Heartbeat duplicate detection potentially yielding false positives #454

IgnisDa · 2023-01-14T03:05:23Z

Describe the bug

I made an import from Wakatime, but the entire data in not imported. I have about 100hrs missing from each of my major worked on projects. I could not find any issues like this. Is this a known bug?

System information

Output of uname -ar

Linux main 5.15.0-56-generic #62-Ubuntu SMP Tue Nov 22 19:54:14 UTC 2022 x86_64 x86_64 x86_64 GNU/Linux

Hosted using dokku.

The text was updated successfully, but these errors were encountered:

muety · 2023-01-14T08:52:51Z

Did you get any error messages in the server's console? For how long did you wait?

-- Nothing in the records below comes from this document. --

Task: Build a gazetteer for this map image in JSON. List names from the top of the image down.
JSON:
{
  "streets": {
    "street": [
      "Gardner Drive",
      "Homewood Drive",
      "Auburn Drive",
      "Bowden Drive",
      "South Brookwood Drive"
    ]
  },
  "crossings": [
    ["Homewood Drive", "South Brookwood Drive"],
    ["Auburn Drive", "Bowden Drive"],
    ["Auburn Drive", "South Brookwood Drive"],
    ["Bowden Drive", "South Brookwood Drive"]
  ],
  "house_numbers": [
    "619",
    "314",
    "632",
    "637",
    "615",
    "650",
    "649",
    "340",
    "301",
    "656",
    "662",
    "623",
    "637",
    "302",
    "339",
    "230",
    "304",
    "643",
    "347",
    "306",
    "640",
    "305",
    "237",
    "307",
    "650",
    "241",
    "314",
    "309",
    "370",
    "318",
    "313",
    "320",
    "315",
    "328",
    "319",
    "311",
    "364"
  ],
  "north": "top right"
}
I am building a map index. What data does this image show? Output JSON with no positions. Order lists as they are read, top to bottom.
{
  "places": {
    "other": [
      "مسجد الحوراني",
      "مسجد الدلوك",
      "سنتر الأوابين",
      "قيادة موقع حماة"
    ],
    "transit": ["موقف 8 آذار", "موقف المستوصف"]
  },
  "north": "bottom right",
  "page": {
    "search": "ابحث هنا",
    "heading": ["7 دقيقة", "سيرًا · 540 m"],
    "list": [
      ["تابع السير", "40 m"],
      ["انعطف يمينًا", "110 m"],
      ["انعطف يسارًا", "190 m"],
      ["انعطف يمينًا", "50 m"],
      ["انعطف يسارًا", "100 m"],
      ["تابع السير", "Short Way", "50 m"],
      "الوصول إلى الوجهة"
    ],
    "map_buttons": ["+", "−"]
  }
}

If the amount of data is very large, it might well take a couple of hours, since it's currently downloaded in small batches (see #323).

IgnisDa · 2023-01-14T10:08:05Z

For how long did you wait?

About 10 minutes after which I got an email saying the import has completed successfully.

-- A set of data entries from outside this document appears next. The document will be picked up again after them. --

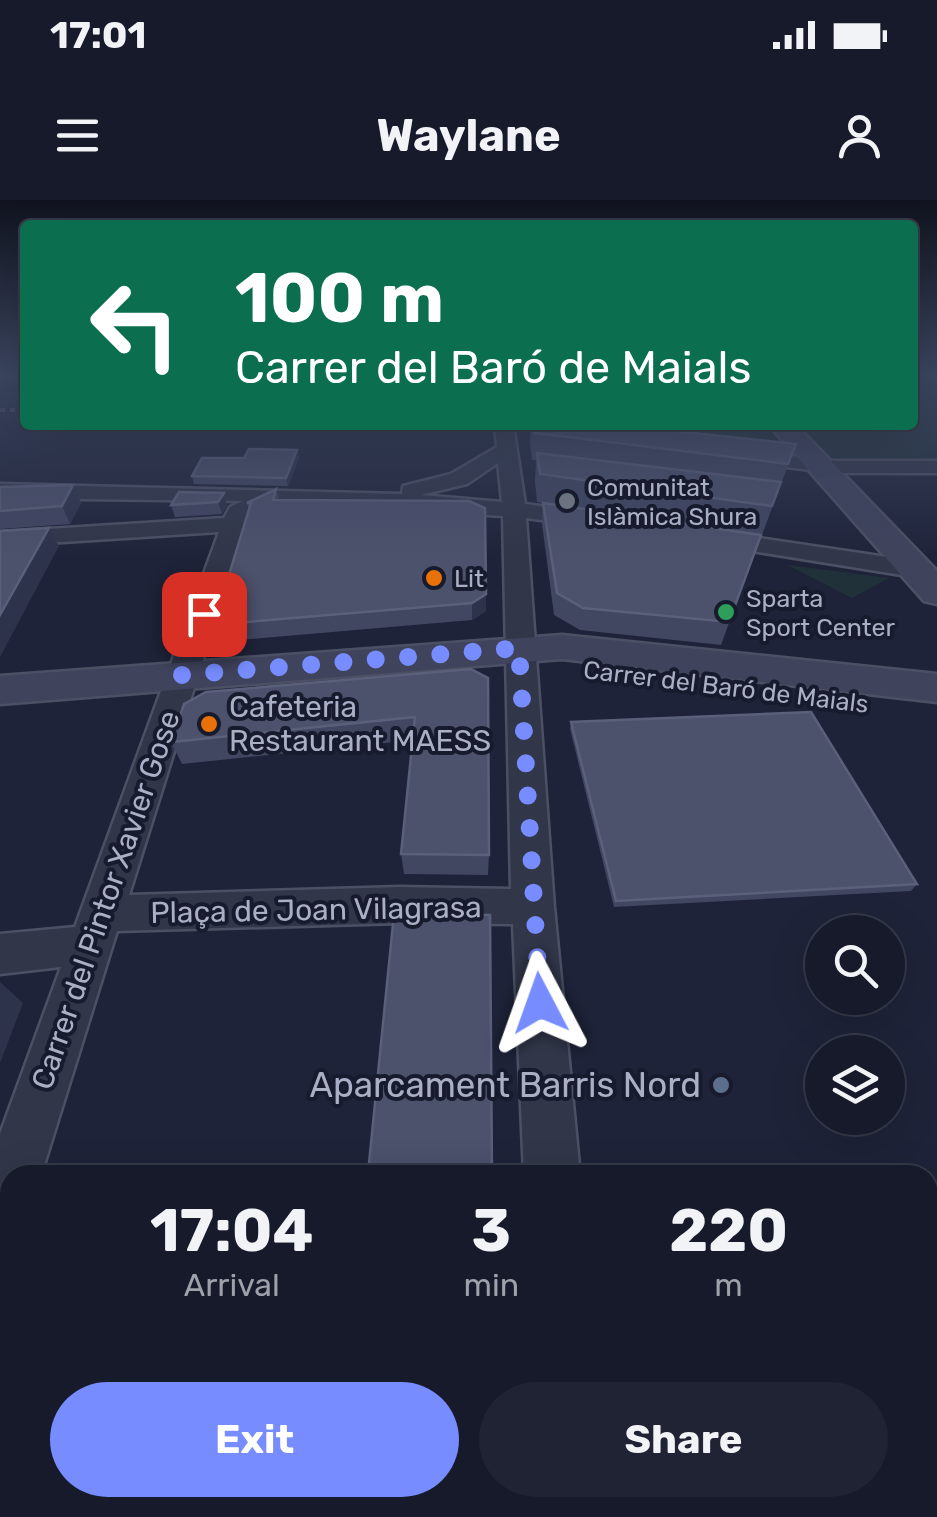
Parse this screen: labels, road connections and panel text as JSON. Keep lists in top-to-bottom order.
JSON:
{
  "streets": {
    "main road": ["Carrer del Baró de Maials"],
    "street": ["Carrer del Pintor Xavier Gose", "Plaça de Joan Vilagrasa"]
  },
  "crossings": [
    ["Carrer del Baró de Maials", "Carrer del Pintor Xavier Gose"],
    ["Carrer del Pintor Xavier Gose", "Plaça de Joan Vilagrasa"]
  ],
  "places": [
    "Comunitat Islàmica Shura",
    "Lit",
    "Sparta Sport Center",
    "Cafeteria Restaurant MAESS",
    "Aparcament Barris Nord"
  ],
  "page": {
    "status": "17:01",
    "header": "Waylane",
    "turn": ["100 m", "Carrer del Baró de Maials"],
    "eta": [
      "17:04",
      "Arrival",
      "3",
      "min",
      "220",
      "m"
    ],
    "buttons": ["Exit", "Share"]
  }
}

Here are the entire logs since server startup: http://sprunge.us/mbNHSN

Edit:

I do not see any failed logs. Could it happen that wakatime is not returning the entire data?
update: likely not. i downloaded their JSON dump, looks complete to me.

muety · 2023-01-14T16:15:24Z

It's probably related to #334 (comment). As already explained there, Wakapi and WakaTime calculate coding duration differently, so there will naturally be a discrepancy. Also, a lot of duplicates seem to have been filtered out during your import (only 373086 of 389859 downloaded heartbeats were actually persists).

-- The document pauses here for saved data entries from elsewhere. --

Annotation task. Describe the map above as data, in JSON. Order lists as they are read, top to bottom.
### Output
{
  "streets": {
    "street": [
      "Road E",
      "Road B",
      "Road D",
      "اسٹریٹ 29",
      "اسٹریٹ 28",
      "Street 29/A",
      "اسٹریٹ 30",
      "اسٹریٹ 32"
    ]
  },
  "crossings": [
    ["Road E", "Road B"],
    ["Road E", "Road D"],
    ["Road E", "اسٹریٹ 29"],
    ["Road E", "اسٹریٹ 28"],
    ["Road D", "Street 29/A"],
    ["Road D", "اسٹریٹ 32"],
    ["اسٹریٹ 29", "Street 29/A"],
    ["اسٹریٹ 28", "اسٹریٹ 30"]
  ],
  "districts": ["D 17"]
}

Could you maybe check the WakaTime CSV dump if you can spot any duplicates or other irregularities? Might well be that there is a bug in Wakapi, that causes too many heartbeats to be filtered out. Would love to get your support on investigating this!

muety · 2023-01-14T16:25:58Z

As mentioned on that other issue, we hash every heartbeat object to check for duplicates. I just briefly reviewed the implementation of that again and there is a chance that hashing for a heartbeat's time attribute might not be working properly, due to mitchellh/hashstructure#38. I'll have to investigate deeper, but if that turns out true, then the "duplicate detection" might yield false positives.

Could you potentially send me a subset of your CSV export (pseudonymized, if you prefer that) that includes a portion of records where all relevant attributes (entity, type, project, language, ...) are identical, except for the timestamp? But don't worry, I can also just handcraft a bit of fake data for that!

Will keep you posted.

IgnisDa · 2023-01-14T16:35:15Z

@muety I am not sure what you want. Would the complete export work? Wakatime gives a download link, you can download it from there. It is about 250MBs.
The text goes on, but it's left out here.